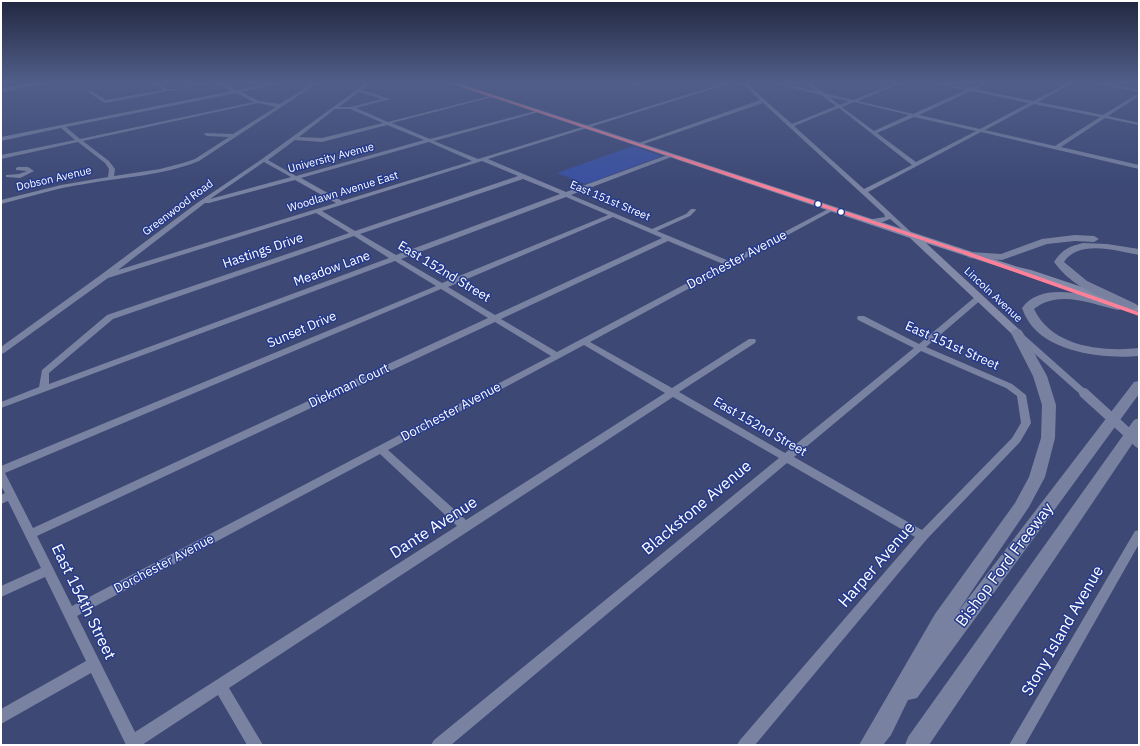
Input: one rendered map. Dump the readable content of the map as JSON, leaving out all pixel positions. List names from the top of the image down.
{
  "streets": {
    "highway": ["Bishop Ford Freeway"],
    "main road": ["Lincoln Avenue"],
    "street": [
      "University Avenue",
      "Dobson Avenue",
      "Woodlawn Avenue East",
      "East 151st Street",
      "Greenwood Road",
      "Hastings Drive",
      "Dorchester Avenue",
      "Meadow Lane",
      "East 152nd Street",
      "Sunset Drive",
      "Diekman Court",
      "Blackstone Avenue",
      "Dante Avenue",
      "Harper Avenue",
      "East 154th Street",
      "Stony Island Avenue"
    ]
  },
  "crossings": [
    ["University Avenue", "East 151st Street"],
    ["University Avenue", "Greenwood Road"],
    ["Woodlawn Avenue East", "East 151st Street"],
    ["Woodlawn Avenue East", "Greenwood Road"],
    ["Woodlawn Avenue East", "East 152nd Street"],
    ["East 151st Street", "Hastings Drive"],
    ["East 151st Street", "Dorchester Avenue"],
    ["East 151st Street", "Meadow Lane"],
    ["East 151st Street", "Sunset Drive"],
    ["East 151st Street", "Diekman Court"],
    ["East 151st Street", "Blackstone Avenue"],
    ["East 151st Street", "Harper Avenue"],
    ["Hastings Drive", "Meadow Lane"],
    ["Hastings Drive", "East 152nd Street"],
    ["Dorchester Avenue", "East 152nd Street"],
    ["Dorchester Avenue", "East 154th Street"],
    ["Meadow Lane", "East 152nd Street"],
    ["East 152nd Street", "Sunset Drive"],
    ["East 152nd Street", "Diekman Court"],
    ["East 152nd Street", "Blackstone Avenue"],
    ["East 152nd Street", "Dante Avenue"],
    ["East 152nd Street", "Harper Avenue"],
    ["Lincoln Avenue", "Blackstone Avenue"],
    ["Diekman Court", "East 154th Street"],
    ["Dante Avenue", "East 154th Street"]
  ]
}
******************************
**ASSIGNMENT:**
Write the data out again exactly, but without its images.

**RESULT BELOW:**
Input: one rendered map. Dump the readable content of the map as JSON, leaving out all pixel positions. List names from the top of the image down.
{
  "streets": {
    "highway": ["Bishop Ford Freeway"],
    "main road": ["Lincoln Avenue"],
    "street": [
      "University Avenue",
      "Dobson Avenue",
      "Woodlawn Avenue East",
      "East 151st Street",
      "Greenwood Road",
      "Hastings Drive",
      "Dorchester Avenue",
      "Meadow Lane",
      "East 152nd Street",
      "Sunset Drive",
      "Diekman Court",
      "Blackstone Avenue",
      "Dante Avenue",
      "Harper Avenue",
      "East 154th Street",
      "Stony Island Avenue"
    ]
  },
  "crossings": [
    ["University Avenue", "East 151st Street"],
    ["University Avenue", "Greenwood Road"],
    ["Woodlawn Avenue East", "East 151st Street"],
    ["Woodlawn Avenue East", "Greenwood Road"],
    ["Woodlawn Avenue East", "East 152nd Street"],
    ["East 151st Street", "Hastings Drive"],
    ["East 151st Street", "Dorchester Avenue"],
    ["East 151st Street", "Meadow Lane"],
    ["East 151st Street", "Sunset Drive"],
    ["East 151st Street", "Diekman Court"],
    ["East 151st Street", "Blackstone Avenue"],
    ["East 151st Street", "Harper Avenue"],
    ["Hastings Drive", "Meadow Lane"],
    ["Hastings Drive", "East 152nd Street"],
    ["Dorchester Avenue", "East 152nd Street"],
    ["Dorchester Avenue", "East 154th Street"],
    ["Meadow Lane", "East 152nd Street"],
    ["East 152nd Street", "Sunset Drive"],
    ["East 152nd Street", "Diekman Court"],
    ["East 152nd Street", "Blackstone Avenue"],
    ["East 152nd Street", "Dante Avenue"],
    ["East 152nd Street", "Harper Avenue"],
    ["Lincoln Avenue", "Blackstone Avenue"],
    ["Diekman Court", "East 154th Street"],
    ["Dante Avenue", "East 154th Street"]
  ]
}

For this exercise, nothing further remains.